Where a line in the listing contains the string "street", copy that line out.

[[ INPUT DATA, beginning ]]

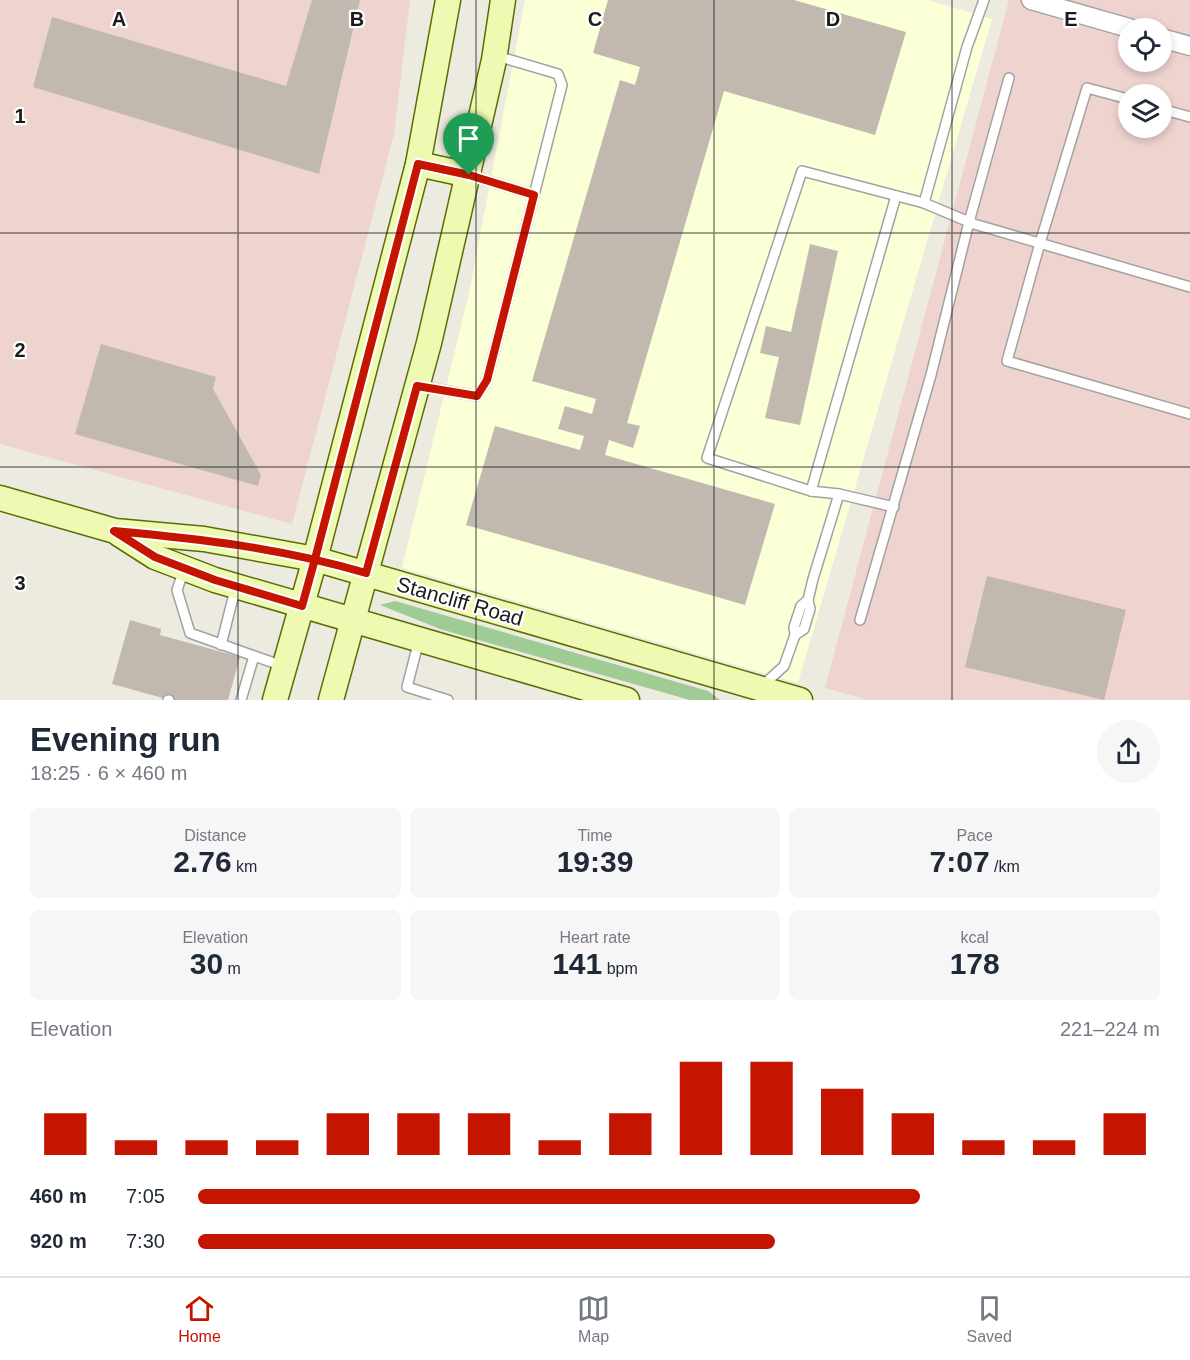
<!DOCTYPE html>
<meta charset="utf-8">
<style>
:root{--surface:#fff;--page:#f6f6f7;--text:#1f2937;--muted:#747a83;--line:#e0e1e3;--accent:#c51500}
body{margin:0;font-family:Helvetica,sans-serif;background:var(--page);color:var(--text);height:100vh;display:flex;flex-direction:column;font-size:22px;white-space:nowrap}
*{box-sizing:border-box;margin:0}
p{font-size:20px;color:var(--muted)}
.icon{flex:none;width:33px;height:33px;fill:none;stroke:currentColor;stroke-width:2;stroke-linecap:round;stroke-linejoin:round}
.map{position:relative;height:700px;overflow:hidden}
.panel{display:flex;flex-direction:column;background:var(--surface);flex:1}
.panel>*{flex:none}
.buttons{position:absolute;left:1118px;top:18px;display:grid;gap:12px}
.buttons a{display:grid;place-items:center;width:54px;height:54px;border-radius:50%;background:var(--surface);box-shadow:0 3px 9px #0003;font-size:30px}
.pin{position:absolute;display:grid;place-items:center;width:51px;height:51px;color:#fff;margin:-62px -26px;border-radius:50% 50% 50% 0;rotate:-45deg;box-shadow:0 0 6px #0007}
.pin .icon{rotate:45deg}
.round{display:grid;place-items:center;flex:none;width:63px;height:63px;border-radius:32px;background:var(--page)}
.head{display:flex;align-items:center;justify-content:space-between;height:102px;padding:0 30px}
h1{font-size:33px;font-weight:700;line-height:45px}
.stats{display:grid;grid-template-columns:repeat(3,1fr);gap:9px;height:102px;padding:6px 30px}
.stats div{display:grid;align-content:center;border-radius:9px;background:var(--page);text-align:center}
.stats b{font-size:30px;font-weight:700}
.stats small{font-size:16px;font-weight:400}
.stats p{font-size:16px}
.chart{height:168px;padding:12px 30px}
.chart p{display:flex;justify-content:space-between}
.chart svg{width:100%;height:108px;margin-top:6px;stroke:var(--accent);stroke-width:6}
ul{padding:0 30px;list-style:none;font-size:20px}
li{display:grid;grid-template-columns:96px 72px 1fr;align-items:center;height:45px}
li i{height:15px;border-radius:8px;background:var(--accent)}
.dock{display:flex;justify-content:space-around;align-items:center;height:84px;border-top:2px solid var(--line);background:var(--surface);font-size:16px;color:var(--muted)}
.dock a{display:grid;justify-items:center;gap:3px}
.dock .current{color:var(--accent)}
.map>svg:first-child{display:block}
.commercial{fill:#eed3ce;fill-rule:evenodd}
.education{fill:#fbffd6}
.forest{fill:#9fcc94}
.building{fill:#c1b9b0}
.lines{fill:none;stroke-linecap:round;stroke-linejoin:round}
.lane-casing{stroke:#a2a2a2;stroke-width:12}
.street-casing{stroke:#a2a2a2;stroke-width:21}
.secondary-casing{stroke:#586f04;stroke-width:27}
.lane{stroke:#fff;stroke-width:9}
.street{stroke:#fff;stroke-width:18}
.secondary{stroke:#eef9b1;stroke-width:24}
.route-casing{stroke:#fff;stroke-width:12}
.route{stroke:#c51500;stroke-width:8}
.grid{fill:none;stroke:#1b1b1b;stroke-width:1.5;stroke-opacity:0.55}
.labels{text-anchor:middle;dominant-baseline:central;stroke-width:4.5;stroke-linejoin:round;paint-order:stroke}
.street-label{font-size:21px;fill:#1b1b1b;stroke:#fff}
.grid-label{font-size:20px;text-anchor:middle;font-weight:bold;fill:#1b1b1b;stroke:#fff;stroke-width:4.5;stroke-linejoin:round;paint-order:stroke}
</style>
<div class="map">
<svg width="1190" height="700" viewBox="0 0 1190 700">
<rect width="100%" height="100%" fill="#edeae0"/>
<!-- commercial -->
<g class="commercial">
<path d="M0 0H410L394 134 292 524 0 444Z"/>
<path d="M1009 0H1190V700H868L825 688ZM1128 28H1161V62H1128ZM1128 94H1161V128H1128Z"/>
</g>
<!-- education -->
<path class="education" d="M525 0H928L992 19 798 683 402 568 469 293Z"/>
<!-- forest -->
<path class="forest" d="M395 601 708 691 720 700H690L440 629 380 605Z"/>
<!-- building -->
<g class="building">
<path d="M312 0H360L319 174 33 87 52 17 286 86Z"/>
<path d="M608 0H794L906 32 875 135 724 91 627 423 640 426 633 448 609 440 605 455 775 504 745 605 466 525 495 426 580 450 584 436 558 429 565 406 592 414 596 399 532 381 620 80 635 85 640 67 593 53Z"/>
<path d="M810 244 838 251 800 425 765 418 779 357 760 353 766 326 791 332Z"/>
<path d="M101 344 216 377 213 389 261 475 258 486 75 434Z"/>
<path d="M987 576 1126 610 1104 700 965 667Z"/>
<path d="M130 620 161 629 160 635 240 657 228 700H170L112 684Z"/>
</g>
<g class="lines">
<!-- lane casing -->
<g class="lane-casing">
<g id="lane">
<path d="M1128 99 1087 88 1040 243 1007 361 1190 414"/>
<path d="M1161 109 1190 117"/>
<path d="M469 175 534 195"/>
<path d="M924 203 974 224 1190 287"/>
<path d="M419 386 477 396 487 380 562 85 558 74 497 56"/>
<path d="M811 491 896 196"/>
<path d="M894 507 839 494 811 491 707 458 802 171 924 203 967 47 984 0"/>
<path d="M184 570 177 590 190 633 254 656 241 700"/>
<path d="M860 620 931 375 969 222 1009 78"/>
<path d="M795 635 804 629 810 609 808 600 813 579 839 494"/>
<path d="M419 640 407 687 448 700"/>
<path d="M221 645 236 586"/>
<path d="M254 656 283 666"/>
<path d="M762 686 784 666 795 635 794 627 801 606 808 600"/>
<path d="M168 700H169"/>
</g>
</g>
<!-- street casing -->
<g class="street-casing">
<g id="street">
<path d="M1031 0 1129 28"/>
<path d="M1161 38 1190 46"/>
</g>
</g>
<!-- secondary casing -->
<g class="secondary-casing">
<g id="secondary">
<path d="M418 164 469 175"/>
<path d="M0 498 115 531 204 539 315 559 800 700"/>
<path d="M119 534 155 557 215 580 627 700"/>
<path d="M275 700 315 559 418 164 448 0"/>
<path d="M331 700 429 343 494 60 503 0"/>
</g>
</g>
<!-- lane -->
<use href="#lane" class="lane"/>
<!-- street -->
<use href="#street" class="street"/>
<!-- secondary -->
<use href="#secondary" class="secondary"/>
</g>
<g class="lines">
<!-- route casing -->
<g class="route-casing">
<path id="route" d="M469 175 418 164 315 559 302 606 215 580 155 557 114 531C202 539 281 548 366 573L417 386 477 396 487 380 534 195 469 175"/>
</g>
<!-- route -->
<use href="#route" class="route"/>
</g>
<!-- grid -->
<path class="grid" d="M238 0V700M476 0V700M714 0V700M952 0V700M0 233H1190M0 467H1190"/>
<g class="labels">
<!-- street labels -->
<g class="street-label">
<text transform="translate(460 601) rotate(16)">Stancliff Road</text>
</g>
</g>
<g class="grid-label">
<text x="119" y="26">A</text>
<text x="357" y="26">B</text>
<text x="595" y="26">C</text>
<text x="833" y="26">D</text>
<text x="1071" y="26">E</text>
<text x="20" y="123">1</text>
<text x="20" y="357">2</text>
<text x="20" y="590">3</text>
</g>
</svg>
<div class="buttons">
<a><svg class="icon" aria-label="locate" viewBox="0 0 24 24"><circle cx="12" cy="12" r="6"/><path d="M12 2v4M12 18v4M2 12h4M18 12h4"/></svg></a>
<a><svg class="icon" aria-label="layers" viewBox="0 0 24 24"><path d="M12 4l9 5-9 5-9-5zM3 14l9 5 9-5"/></svg></a>
</div>
<div class="pin" style="left:469px;top:175px;background:#1e9e55"><svg class="icon" aria-label="arrive" viewBox="0 0 24 24"><path d="M6 21V4h12l-3 4 3 4H6"/></svg></div>
</div>
<section class="panel">
<div class="head"><div><h1>Evening run</h1><p>18:25 · 6 × 460 m</p></div><a class="round"><svg class="icon" aria-label="share" viewBox="0 0 24 24"><path d="M12 15V3M7 8l5-5 5 5M5 13v7h14v-7"/></svg></a></div>
<div class="stats">
<div><p>Distance</p><b>2.76<small> km</small></b></div>
<div><p>Time</p><b>19:39</b></div>
<div><p>Pace</p><b>7:07<small> /km</small></b></div>
</div>
<div class="stats">
<div><p>Elevation</p><b>30<small> m</small></b></div>
<div><p>Heart rate</p><b>141<small> bpm</small></b></div>
<div><p>kcal</p><b>178</b></div>
</div>
<div class="chart"><p><span>Elevation</span>221–224 m</p>
<svg viewBox="0 0 160 44" preserveAspectRatio="none"><path d="M5 44V27M15 44V38M25 44V38M35 44V38M45 44V27M55 44V27M65 44V27M75 44V38M85 44V27M95 44V6M105 44V6M115 44V17M125 44V27M135 44V38M145 44V38M155 44V27"/></svg>
</div>
<ul>
<li><b>460 m</b>7:05<i style="width:75%"></i></li>
<li><b>920 m</b>7:30<i style="width:60%"></i></li>
</ul>
</section>
<nav class="dock">
<a class="current"><svg class="icon" aria-label="home" viewBox="0 0 24 24"><path d="M3 11l9-7 9 7M6 9v11h12V9"/></svg>Home</a>
<a><svg class="icon" aria-label="map" viewBox="0 0 24 24"><path d="M3 6l6-2 6 2 6-2v14l-6 2-6-2-6 2zM9 4v14M15 6v14"/></svg>Map</a>
<a><svg class="icon" aria-label="saved" viewBox="0 0 24 24"><path d="M7 4h10v16l-5-4-5 4z"/></svg>Saved</a>
</nav>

[[ INPUT DATA, end ]]

* [ANSWER BELOW]:
.street-casing{stroke:#a2a2a2;stroke-width:21}
.street{stroke:#fff;stroke-width:18}
.street-label{font-size:21px;fill:#1b1b1b;stroke:#fff}
<!-- street casing -->
<g class="street-casing">
<g id="street">
<!-- street -->
<use href="#street" class="street"/>
<!-- street labels -->
<g class="street-label">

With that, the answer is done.